## YOUR TASK
Every line of the material is to be returned verbatim. Pictures stay out.

## DATASET ENTRIES

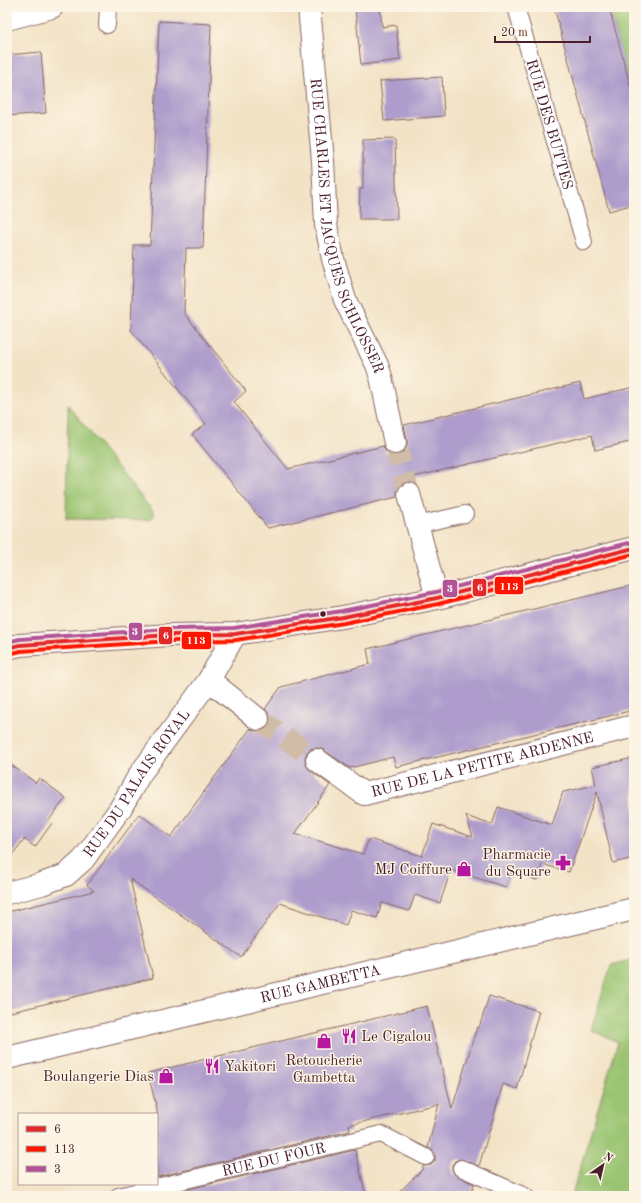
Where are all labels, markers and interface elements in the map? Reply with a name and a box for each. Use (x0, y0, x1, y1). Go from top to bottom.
scale bar (495, 18, 590, 44)
text: 20 m (501, 27, 528, 39)
street label: RUE DES BUTTES (523, 58, 574, 191)
street label: RUE CHARLES ET JACQUES SCHLOSSER (306, 77, 385, 376)
line badge: 113 (494, 576, 524, 595)
line badge: 6 (472, 578, 487, 597)
line badge: 3 (442, 579, 458, 598)
text: 113 (499, 582, 519, 593)
text: 6 (477, 583, 483, 594)
text: 3 (447, 584, 453, 595)
unlabelled marker (318, 609, 328, 619)
line badge: 3 (128, 622, 143, 641)
line badge: 6 (158, 626, 173, 645)
text: 3 (132, 627, 138, 638)
text: 6 (163, 631, 169, 642)
line badge: 113 (181, 631, 212, 650)
text: 113 (186, 636, 206, 647)
street label: RUE DU PALAIS ROYAL (81, 707, 194, 861)
street label: RUE DE LA PETITE ARDENNE (370, 730, 595, 801)
place label: Pharmacie du Square (482, 848, 551, 880)
pharmacy icon: Pharmacie du Square (554, 854, 572, 872)
shop icon: MJ Coiffure (455, 860, 473, 878)
place label: MJ Coiffure (375, 863, 452, 878)
street label: RUE GAMBETTA (259, 963, 383, 1007)
restaurant icon: Le Cigalou (340, 1027, 358, 1045)
place label: Le Cigalou (361, 1030, 431, 1045)
shop icon: Retoucherie Gambetta (315, 1032, 333, 1050)
place label: Retoucherie Gambetta (285, 1054, 363, 1086)
restaurant icon: Yakitori (203, 1057, 221, 1075)
place label: Yakitori (224, 1060, 276, 1075)
shop icon: Boulangerie Dias (157, 1067, 175, 1085)
place label: Boulangerie Dias (43, 1070, 154, 1085)
legend (18, 1113, 158, 1185)
text: 6 (54, 1124, 61, 1136)
street label: RUE DU FOUR (221, 1141, 328, 1180)
text: 113 (54, 1144, 75, 1156)
north arrow (583, 1145, 623, 1185)
text: N (601, 1151, 615, 1165)
text: 3 (54, 1164, 61, 1176)

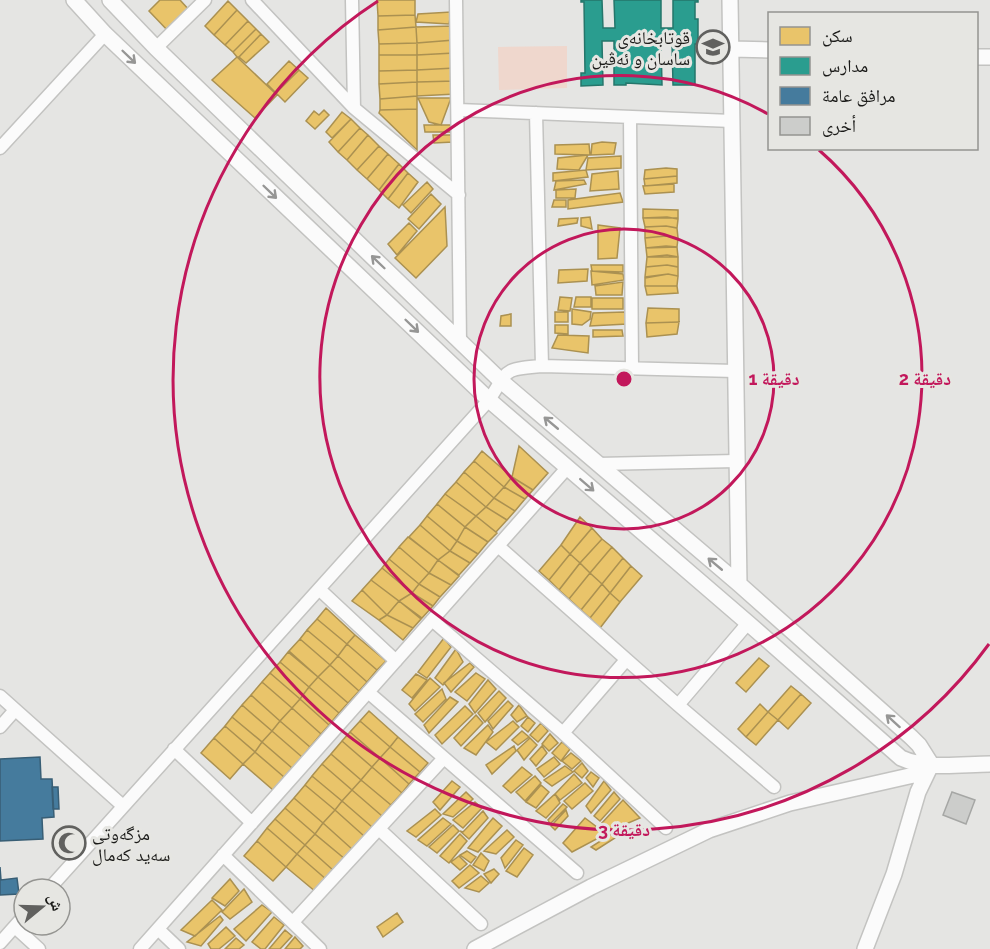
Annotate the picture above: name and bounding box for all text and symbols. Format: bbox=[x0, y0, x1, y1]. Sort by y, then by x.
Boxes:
legend bbox=[768, 12, 978, 150]
text: سكن bbox=[822, 25, 853, 47]
place label: قوتابخانەی ساسان و ئەڤین bbox=[591, 27, 690, 70]
school or university icon: قوتابخانەی ساسان و ئەڤین bbox=[695, 29, 731, 65]
one-way arrow bbox=[122, 50, 137, 64]
text: مدارس bbox=[822, 55, 868, 77]
text: مرافق عامة bbox=[822, 85, 895, 107]
text: أخرى bbox=[822, 115, 856, 137]
one-way arrow bbox=[263, 184, 278, 199]
one-way arrow bbox=[370, 254, 385, 269]
one-way arrow bbox=[404, 319, 419, 334]
text: 1 دقيقة bbox=[748, 368, 800, 389]
text: 2 دقيقة bbox=[899, 368, 951, 389]
centre of rings bbox=[614, 369, 634, 389]
one-way arrow bbox=[543, 417, 559, 430]
one-way arrow bbox=[580, 478, 595, 492]
one-way arrow bbox=[707, 557, 723, 570]
one-way arrow bbox=[885, 714, 900, 728]
text: 3 دقيقة bbox=[598, 819, 650, 840]
place label: مزگەوتی سەید کەمال bbox=[92, 823, 170, 866]
mosque icon: مزگەوتی سەید کەمال bbox=[51, 825, 87, 861]
north arrow bbox=[12, 877, 72, 937]
text: ش bbox=[44, 891, 67, 913]

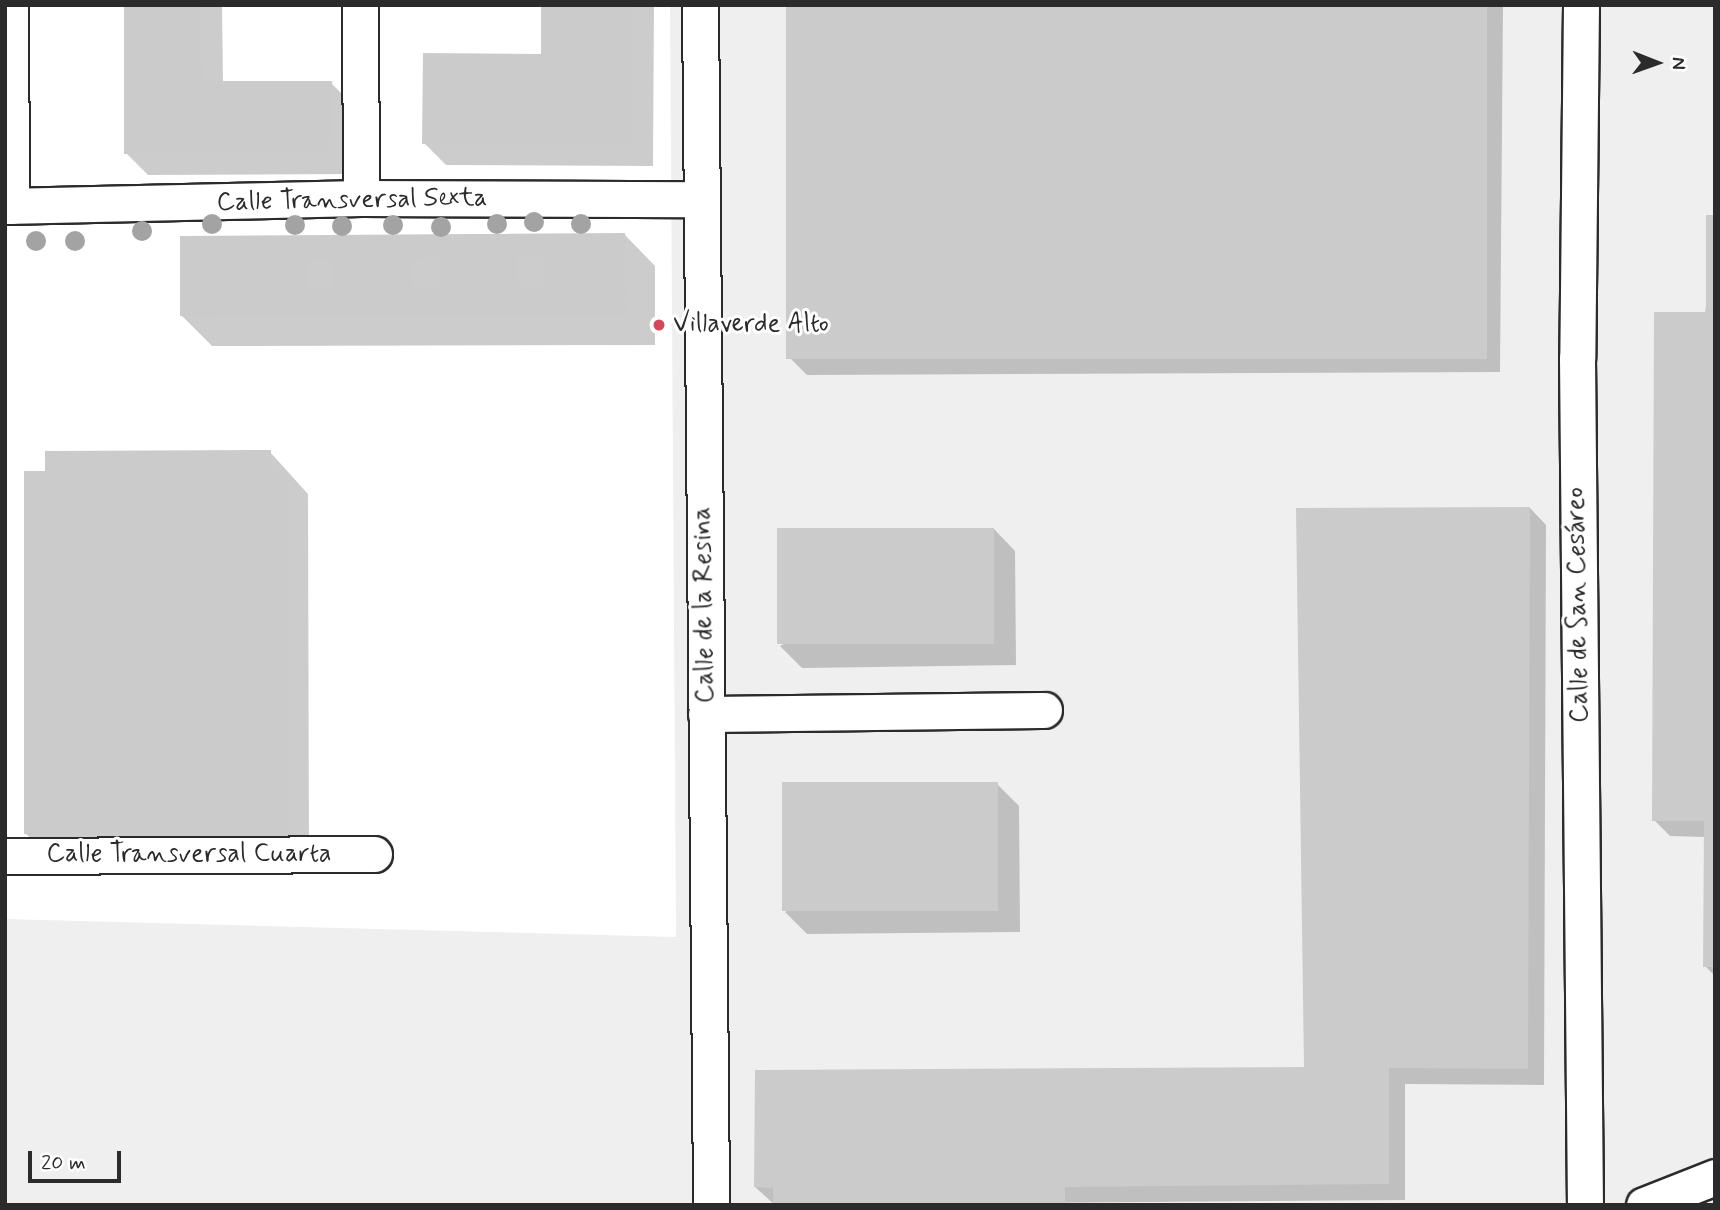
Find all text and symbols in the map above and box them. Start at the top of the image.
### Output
north arrow [1622,28,1692,98]
text: N [1666,57,1691,70]
street label: Calle Transversal Sexta [216,183,488,219]
place label: Villaverde Alto [673,309,830,341]
marker: Villaverde Alto [651,317,667,333]
street label: Calle de San Cesáreo [1561,488,1597,722]
street label: Calle de la Resina [688,504,722,706]
street label: Calle Transversal Cuarta [45,839,333,871]
scale bar [32,1136,124,1180]
text: 20 m [41,1149,86,1177]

## PROBLEM SOLUTION
Where are all labels, markers and interface elements in the map? Reply with a name and a box for each. Use (x0, y0, x1, y1). Go from top to bottom.
scale bar (495, 18, 590, 44)
text: 20 m (501, 27, 528, 39)
street label: RUE DES BUTTES (523, 58, 574, 191)
street label: RUE CHARLES ET JACQUES SCHLOSSER (306, 77, 385, 376)
line badge: 113 (494, 576, 524, 595)
line badge: 6 (472, 578, 487, 597)
line badge: 3 (442, 579, 458, 598)
text: 113 (499, 582, 519, 593)
text: 6 (477, 583, 483, 594)
text: 3 (447, 584, 453, 595)
unlabelled marker (318, 609, 328, 619)
line badge: 3 (128, 622, 143, 641)
line badge: 6 (158, 626, 173, 645)
text: 3 (132, 627, 138, 638)
text: 6 (163, 631, 169, 642)
line badge: 113 (181, 631, 212, 650)
text: 113 (186, 636, 206, 647)
street label: RUE DU PALAIS ROYAL (81, 707, 194, 861)
street label: RUE DE LA PETITE ARDENNE (370, 730, 595, 801)
place label: Pharmacie du Square (482, 848, 551, 880)
pharmacy icon: Pharmacie du Square (554, 854, 572, 872)
shop icon: MJ Coiffure (455, 860, 473, 878)
place label: MJ Coiffure (375, 863, 452, 878)
street label: RUE GAMBETTA (259, 963, 383, 1007)
restaurant icon: Le Cigalou (340, 1027, 358, 1045)
place label: Le Cigalou (361, 1030, 431, 1045)
shop icon: Retoucherie Gambetta (315, 1032, 333, 1050)
place label: Retoucherie Gambetta (285, 1054, 363, 1086)
restaurant icon: Yakitori (203, 1057, 221, 1075)
place label: Yakitori (224, 1060, 276, 1075)
shop icon: Boulangerie Dias (157, 1067, 175, 1085)
place label: Boulangerie Dias (43, 1070, 154, 1085)
legend (18, 1113, 158, 1185)
text: 6 (54, 1124, 61, 1136)
street label: RUE DU FOUR (221, 1141, 328, 1180)
text: 113 (54, 1144, 75, 1156)
north arrow (583, 1145, 623, 1185)
text: N (601, 1151, 615, 1165)
text: 3 (54, 1164, 61, 1176)

Annotate the picture above: name and bounding box for all text and symbols. Format: bbox=[x0, y0, x1, y1]. Sort by y, then by x.
Boxes:
legend bbox=[768, 12, 978, 150]
text: سكن bbox=[822, 25, 853, 47]
place label: قوتابخانەی ساسان و ئەڤین bbox=[591, 27, 690, 70]
school or university icon: قوتابخانەی ساسان و ئەڤین bbox=[695, 29, 731, 65]
one-way arrow bbox=[122, 50, 137, 64]
text: مدارس bbox=[822, 55, 868, 77]
text: مرافق عامة bbox=[822, 85, 895, 107]
text: أخرى bbox=[822, 115, 856, 137]
one-way arrow bbox=[263, 184, 278, 199]
one-way arrow bbox=[370, 254, 385, 269]
one-way arrow bbox=[404, 319, 419, 334]
text: 1 دقيقة bbox=[748, 368, 800, 389]
text: 2 دقيقة bbox=[899, 368, 951, 389]
centre of rings bbox=[614, 369, 634, 389]
one-way arrow bbox=[543, 417, 559, 430]
one-way arrow bbox=[580, 478, 595, 492]
one-way arrow bbox=[707, 557, 723, 570]
one-way arrow bbox=[885, 714, 900, 728]
text: 3 دقيقة bbox=[598, 819, 650, 840]
place label: مزگەوتی سەید کەمال bbox=[92, 823, 170, 866]
mosque icon: مزگەوتی سەید کەمال bbox=[51, 825, 87, 861]
north arrow bbox=[12, 877, 72, 937]
text: ش bbox=[44, 891, 67, 913]

Find all text and symbols in the map above and box them. Start at the top of the image.
### Output
north arrow [1622,28,1692,98]
text: N [1666,57,1691,70]
street label: Calle Transversal Sexta [216,183,488,219]
place label: Villaverde Alto [673,309,830,341]
marker: Villaverde Alto [651,317,667,333]
street label: Calle de San Cesáreo [1561,488,1597,722]
street label: Calle de la Resina [688,504,722,706]
street label: Calle Transversal Cuarta [45,839,333,871]
scale bar [32,1136,124,1180]
text: 20 m [41,1149,86,1177]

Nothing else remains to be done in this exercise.